__Exercise description__
Gather each line of the entries below that includes "lines".

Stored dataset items
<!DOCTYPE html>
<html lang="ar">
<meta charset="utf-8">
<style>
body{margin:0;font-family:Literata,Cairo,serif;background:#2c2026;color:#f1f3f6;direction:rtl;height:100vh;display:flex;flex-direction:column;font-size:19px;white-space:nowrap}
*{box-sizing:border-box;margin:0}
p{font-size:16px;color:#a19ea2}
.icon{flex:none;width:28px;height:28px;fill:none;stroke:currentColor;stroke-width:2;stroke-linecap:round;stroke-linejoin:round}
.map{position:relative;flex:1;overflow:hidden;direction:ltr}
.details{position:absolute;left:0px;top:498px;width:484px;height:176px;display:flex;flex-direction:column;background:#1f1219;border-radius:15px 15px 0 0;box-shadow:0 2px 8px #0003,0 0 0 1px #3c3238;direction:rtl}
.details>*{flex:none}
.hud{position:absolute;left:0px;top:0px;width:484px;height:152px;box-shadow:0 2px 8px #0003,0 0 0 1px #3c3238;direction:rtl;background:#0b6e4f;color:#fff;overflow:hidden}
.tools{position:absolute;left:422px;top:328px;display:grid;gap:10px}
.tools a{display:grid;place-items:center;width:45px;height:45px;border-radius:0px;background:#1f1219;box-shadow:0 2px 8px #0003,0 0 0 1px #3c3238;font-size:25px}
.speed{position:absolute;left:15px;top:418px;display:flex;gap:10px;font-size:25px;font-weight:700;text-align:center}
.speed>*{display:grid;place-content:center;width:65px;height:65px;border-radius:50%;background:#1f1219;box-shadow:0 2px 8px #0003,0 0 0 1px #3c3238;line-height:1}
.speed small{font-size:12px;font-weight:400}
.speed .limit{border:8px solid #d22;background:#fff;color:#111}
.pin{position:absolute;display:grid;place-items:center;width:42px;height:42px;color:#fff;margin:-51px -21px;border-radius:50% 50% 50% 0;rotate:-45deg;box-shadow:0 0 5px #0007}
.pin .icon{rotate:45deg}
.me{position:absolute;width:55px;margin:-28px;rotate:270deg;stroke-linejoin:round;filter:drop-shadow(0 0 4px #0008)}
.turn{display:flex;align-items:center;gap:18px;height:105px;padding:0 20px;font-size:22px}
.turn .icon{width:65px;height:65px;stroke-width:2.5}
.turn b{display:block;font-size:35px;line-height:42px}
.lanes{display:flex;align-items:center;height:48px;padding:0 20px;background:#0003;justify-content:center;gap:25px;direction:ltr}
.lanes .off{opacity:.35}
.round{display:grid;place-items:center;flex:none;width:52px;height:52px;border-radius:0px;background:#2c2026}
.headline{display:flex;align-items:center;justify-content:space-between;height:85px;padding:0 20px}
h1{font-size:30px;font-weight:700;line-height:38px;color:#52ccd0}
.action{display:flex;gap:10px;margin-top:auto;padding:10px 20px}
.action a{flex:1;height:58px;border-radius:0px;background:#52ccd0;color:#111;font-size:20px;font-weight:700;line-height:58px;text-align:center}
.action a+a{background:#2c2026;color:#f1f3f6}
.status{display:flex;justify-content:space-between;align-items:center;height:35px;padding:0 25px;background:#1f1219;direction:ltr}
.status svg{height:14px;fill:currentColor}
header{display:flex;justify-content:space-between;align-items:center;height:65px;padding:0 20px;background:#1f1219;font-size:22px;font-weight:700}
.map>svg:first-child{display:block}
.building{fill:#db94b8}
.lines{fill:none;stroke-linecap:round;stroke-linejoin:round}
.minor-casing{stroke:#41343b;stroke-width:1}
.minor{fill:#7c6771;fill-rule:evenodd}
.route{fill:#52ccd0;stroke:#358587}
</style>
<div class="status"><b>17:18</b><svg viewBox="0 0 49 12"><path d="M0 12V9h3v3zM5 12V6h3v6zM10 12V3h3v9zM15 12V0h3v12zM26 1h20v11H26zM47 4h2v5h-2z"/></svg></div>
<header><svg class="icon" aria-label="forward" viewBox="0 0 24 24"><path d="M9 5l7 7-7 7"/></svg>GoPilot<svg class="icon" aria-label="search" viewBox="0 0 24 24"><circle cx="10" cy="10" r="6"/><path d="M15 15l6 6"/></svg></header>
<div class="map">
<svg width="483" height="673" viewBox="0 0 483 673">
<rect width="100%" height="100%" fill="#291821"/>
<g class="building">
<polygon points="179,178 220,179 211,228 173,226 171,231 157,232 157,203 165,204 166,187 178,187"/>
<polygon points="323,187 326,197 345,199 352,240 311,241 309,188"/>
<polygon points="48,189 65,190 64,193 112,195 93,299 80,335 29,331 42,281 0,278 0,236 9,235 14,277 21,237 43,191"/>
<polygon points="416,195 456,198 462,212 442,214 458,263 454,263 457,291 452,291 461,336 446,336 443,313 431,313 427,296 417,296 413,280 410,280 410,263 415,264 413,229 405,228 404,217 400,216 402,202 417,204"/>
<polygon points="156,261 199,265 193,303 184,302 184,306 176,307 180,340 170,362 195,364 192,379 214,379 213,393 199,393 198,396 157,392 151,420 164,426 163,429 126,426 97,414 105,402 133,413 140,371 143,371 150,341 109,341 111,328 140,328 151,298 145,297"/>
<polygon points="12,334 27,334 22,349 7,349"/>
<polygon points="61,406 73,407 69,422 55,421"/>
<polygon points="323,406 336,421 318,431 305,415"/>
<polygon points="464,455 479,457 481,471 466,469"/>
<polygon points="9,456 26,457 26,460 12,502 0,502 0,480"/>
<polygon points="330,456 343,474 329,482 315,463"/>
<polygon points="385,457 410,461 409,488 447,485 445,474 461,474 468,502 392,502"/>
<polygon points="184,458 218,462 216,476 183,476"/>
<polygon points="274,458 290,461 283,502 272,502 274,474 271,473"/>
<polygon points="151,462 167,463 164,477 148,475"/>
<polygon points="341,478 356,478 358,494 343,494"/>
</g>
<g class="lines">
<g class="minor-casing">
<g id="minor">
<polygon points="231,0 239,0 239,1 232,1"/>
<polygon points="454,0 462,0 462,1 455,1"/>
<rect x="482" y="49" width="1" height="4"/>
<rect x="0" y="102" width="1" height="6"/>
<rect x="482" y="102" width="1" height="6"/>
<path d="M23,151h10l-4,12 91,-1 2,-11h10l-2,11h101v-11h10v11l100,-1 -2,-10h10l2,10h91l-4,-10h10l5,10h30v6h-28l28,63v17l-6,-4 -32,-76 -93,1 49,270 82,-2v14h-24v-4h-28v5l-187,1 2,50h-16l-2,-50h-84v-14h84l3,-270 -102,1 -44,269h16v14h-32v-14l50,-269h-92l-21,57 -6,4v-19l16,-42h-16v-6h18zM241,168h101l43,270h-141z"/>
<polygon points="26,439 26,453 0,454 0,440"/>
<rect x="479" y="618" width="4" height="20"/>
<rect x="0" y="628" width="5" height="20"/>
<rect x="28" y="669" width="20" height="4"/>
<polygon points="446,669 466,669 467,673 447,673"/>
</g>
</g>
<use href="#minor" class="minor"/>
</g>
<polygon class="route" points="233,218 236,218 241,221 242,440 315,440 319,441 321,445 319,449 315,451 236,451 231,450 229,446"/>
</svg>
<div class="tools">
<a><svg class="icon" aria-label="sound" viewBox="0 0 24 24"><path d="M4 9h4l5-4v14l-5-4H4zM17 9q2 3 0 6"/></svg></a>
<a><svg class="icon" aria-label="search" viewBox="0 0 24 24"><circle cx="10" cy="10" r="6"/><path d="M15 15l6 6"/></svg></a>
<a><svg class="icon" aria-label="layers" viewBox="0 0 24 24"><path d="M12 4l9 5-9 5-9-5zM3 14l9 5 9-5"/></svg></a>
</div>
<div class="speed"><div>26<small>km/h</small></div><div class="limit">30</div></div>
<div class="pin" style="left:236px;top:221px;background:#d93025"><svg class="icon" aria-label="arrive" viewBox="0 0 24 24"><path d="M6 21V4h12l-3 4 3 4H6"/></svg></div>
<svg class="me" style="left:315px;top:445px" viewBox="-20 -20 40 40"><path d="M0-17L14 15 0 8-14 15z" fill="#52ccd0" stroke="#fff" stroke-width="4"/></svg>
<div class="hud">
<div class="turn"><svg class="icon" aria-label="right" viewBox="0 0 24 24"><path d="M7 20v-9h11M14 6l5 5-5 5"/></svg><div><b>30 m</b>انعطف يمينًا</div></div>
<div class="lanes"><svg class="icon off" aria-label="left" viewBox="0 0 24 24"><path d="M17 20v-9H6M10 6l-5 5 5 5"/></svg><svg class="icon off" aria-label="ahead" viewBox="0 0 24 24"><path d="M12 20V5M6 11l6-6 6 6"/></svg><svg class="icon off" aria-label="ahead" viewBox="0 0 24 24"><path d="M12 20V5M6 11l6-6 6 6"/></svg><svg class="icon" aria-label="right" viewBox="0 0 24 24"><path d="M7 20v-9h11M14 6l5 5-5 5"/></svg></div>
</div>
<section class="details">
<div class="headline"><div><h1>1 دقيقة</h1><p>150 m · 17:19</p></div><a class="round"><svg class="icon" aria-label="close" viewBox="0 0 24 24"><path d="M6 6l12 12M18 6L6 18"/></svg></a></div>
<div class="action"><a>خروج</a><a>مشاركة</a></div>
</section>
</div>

__Result of the task__
.lines{fill:none;stroke-linecap:round;stroke-linejoin:round}
<g class="lines">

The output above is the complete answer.